▶ EXERCISE OBJECTIVE:
Could you repeat the records below exactly, leaving the pictures out?

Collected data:
##############################
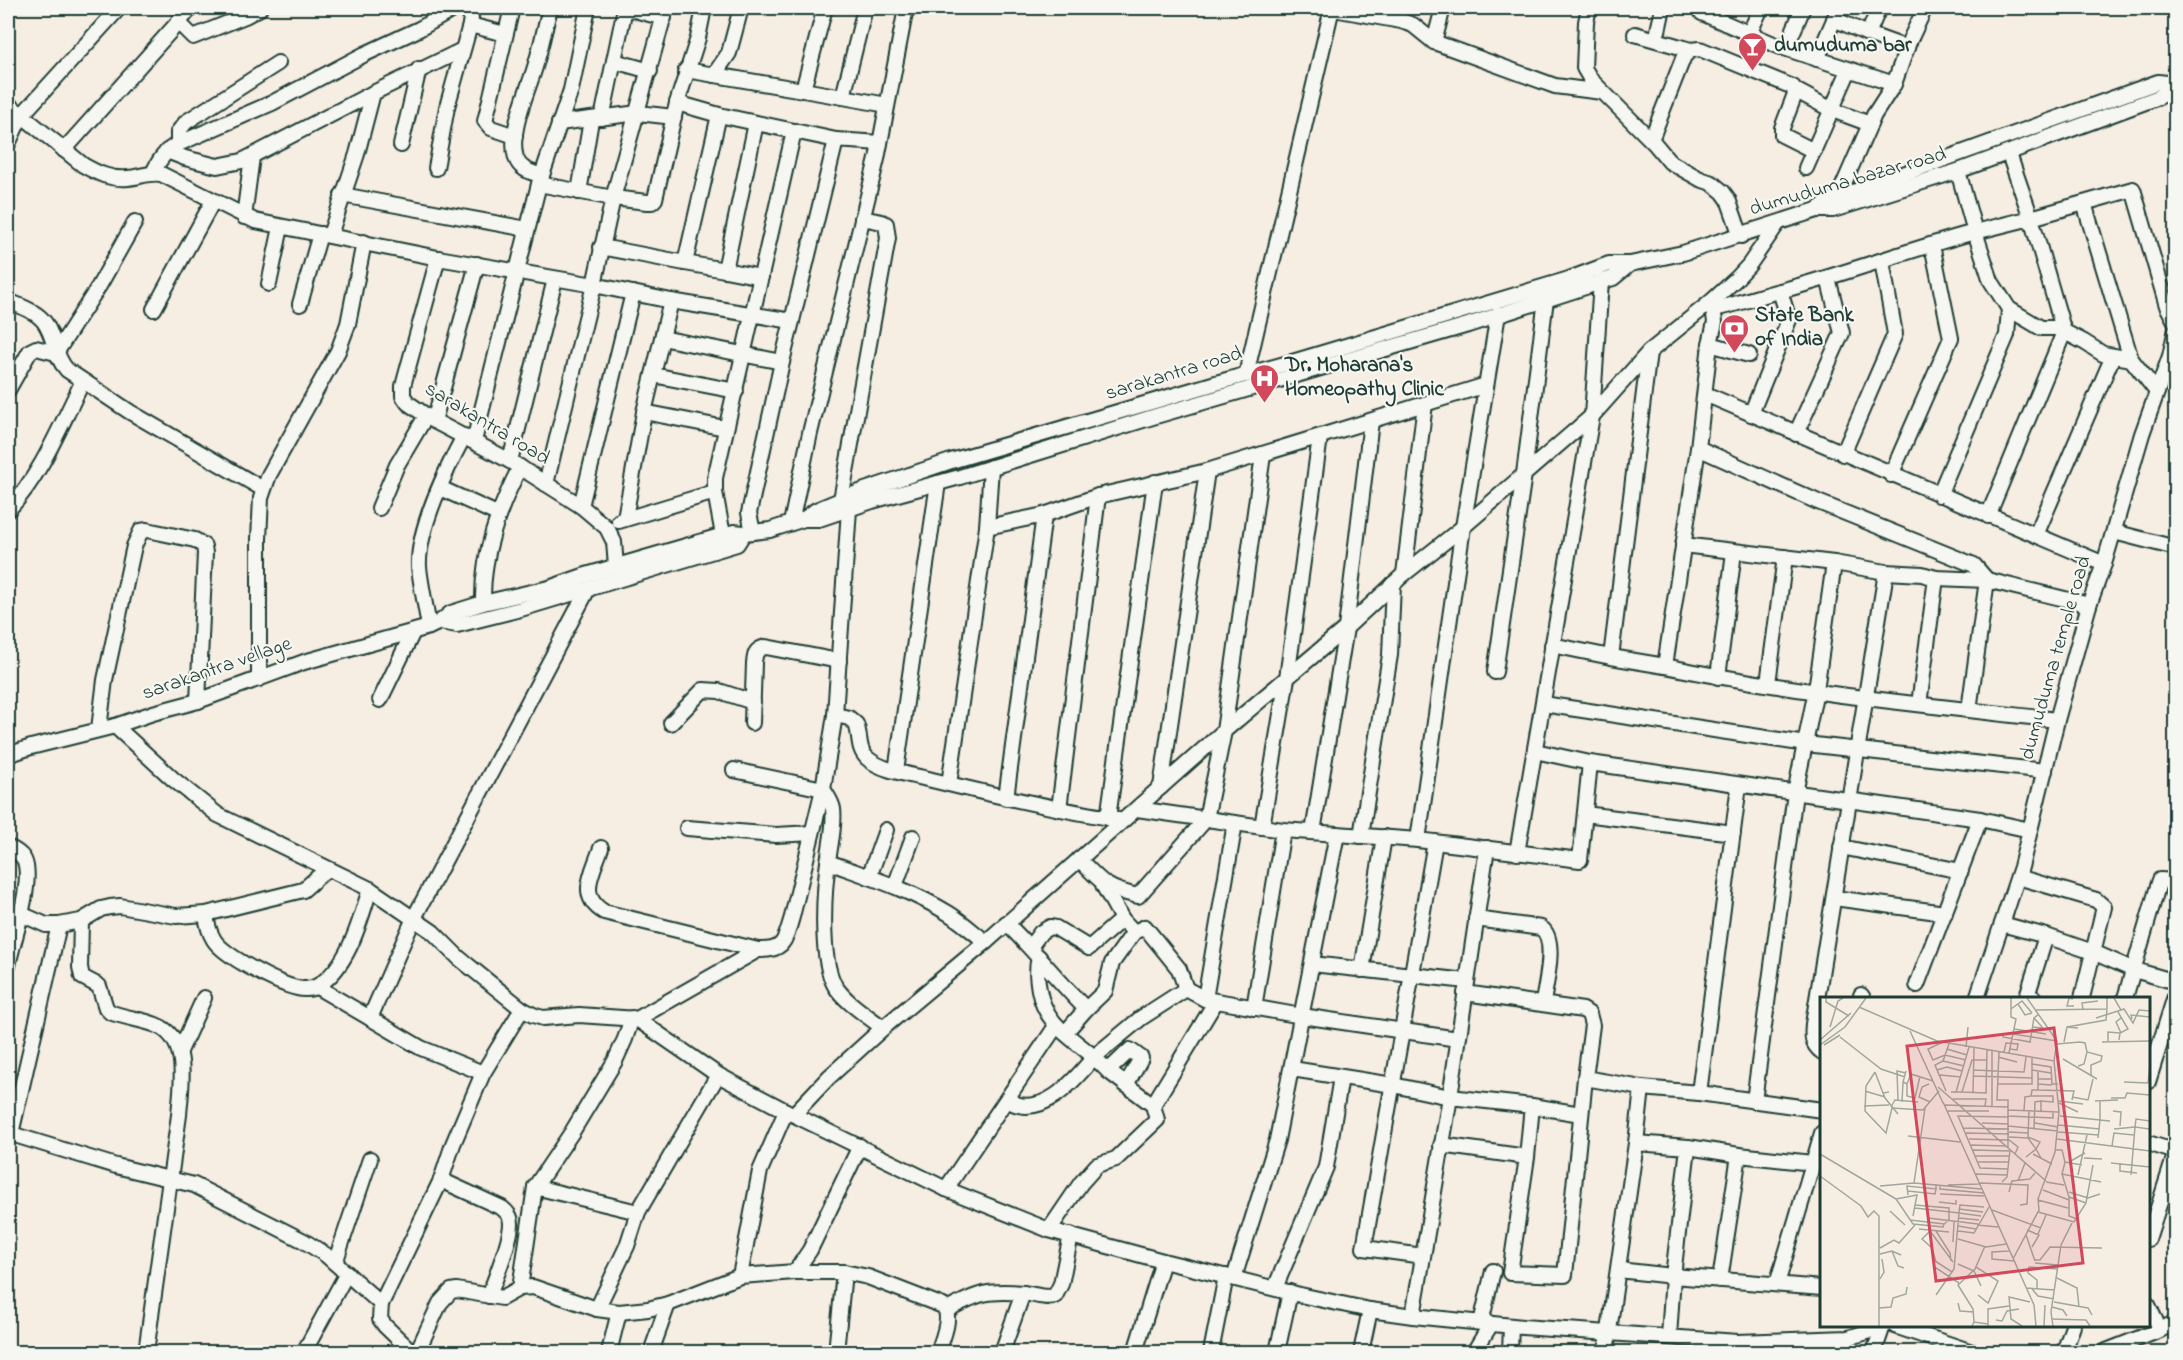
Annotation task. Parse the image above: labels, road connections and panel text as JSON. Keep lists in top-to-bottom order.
{
  "streets": {
    "street": [
      "dumuduma bazar road",
      "sarakantra road",
      "dumuduma temple road",
      "sarakantra vellage"
    ]
  },
  "crossings": [
    ["dumuduma bazar road", "sarakantra road"],
    ["sarakantra road", "sarakantra vellage"]
  ],
  "places": {
    "bar": ["dumuduma bar"],
    "bank": ["State Bank of India"],
    "hospital": ["Dr. Moharana's Homeopathy Clinic"]
  }
}
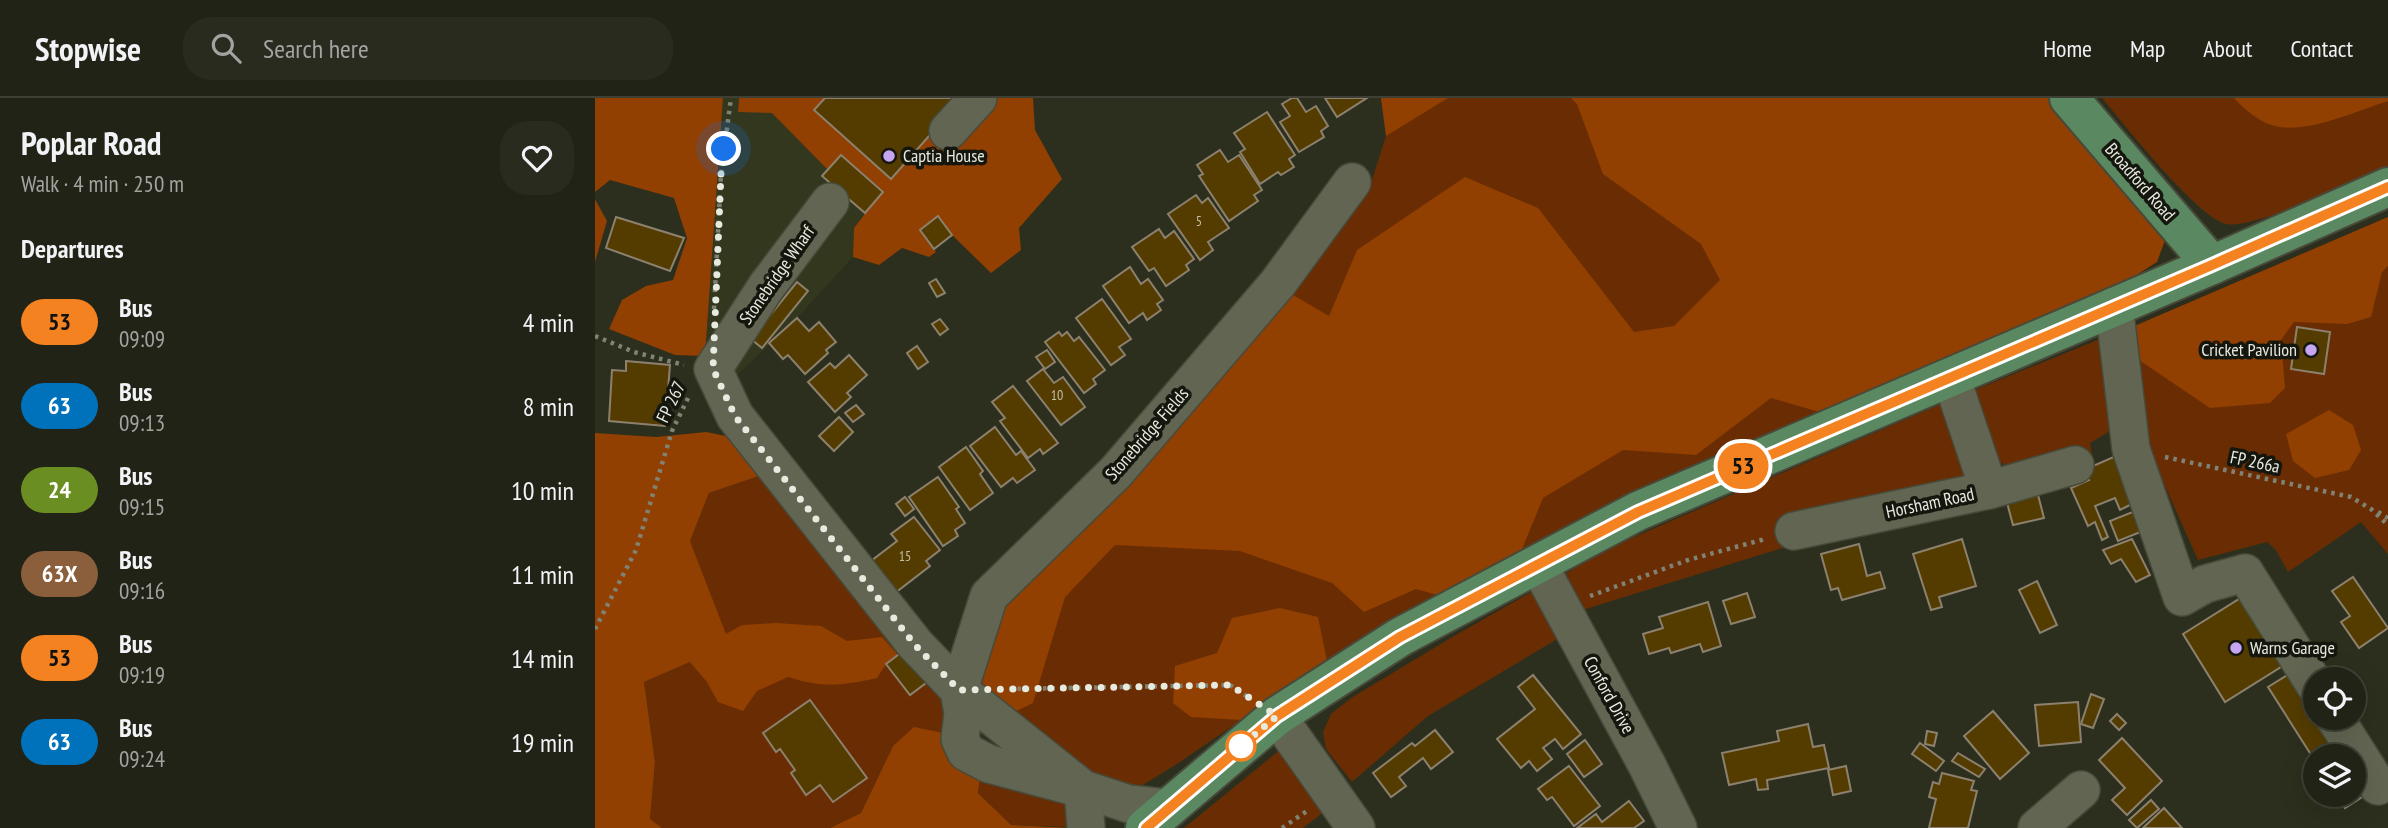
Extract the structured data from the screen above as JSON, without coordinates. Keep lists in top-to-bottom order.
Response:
##############################
▶ TASK OUTPUT:
Annotation task. Parse the image above: labels, road connections and panel text as JSON. Keep lists in top-to-bottom order.
{
  "streets": {
    "street": [
      "dumuduma bazar road",
      "sarakantra road",
      "dumuduma temple road",
      "sarakantra vellage"
    ]
  },
  "crossings": [
    ["dumuduma bazar road", "sarakantra road"],
    ["sarakantra road", "sarakantra vellage"]
  ],
  "places": {
    "bar": ["dumuduma bar"],
    "bank": ["State Bank of India"],
    "hospital": ["Dr. Moharana's Homeopathy Clinic"]
  }
}
Extract the structured data from the screen above as JSON, without coordinates. Keep lists in top-to-bottom order.
Response:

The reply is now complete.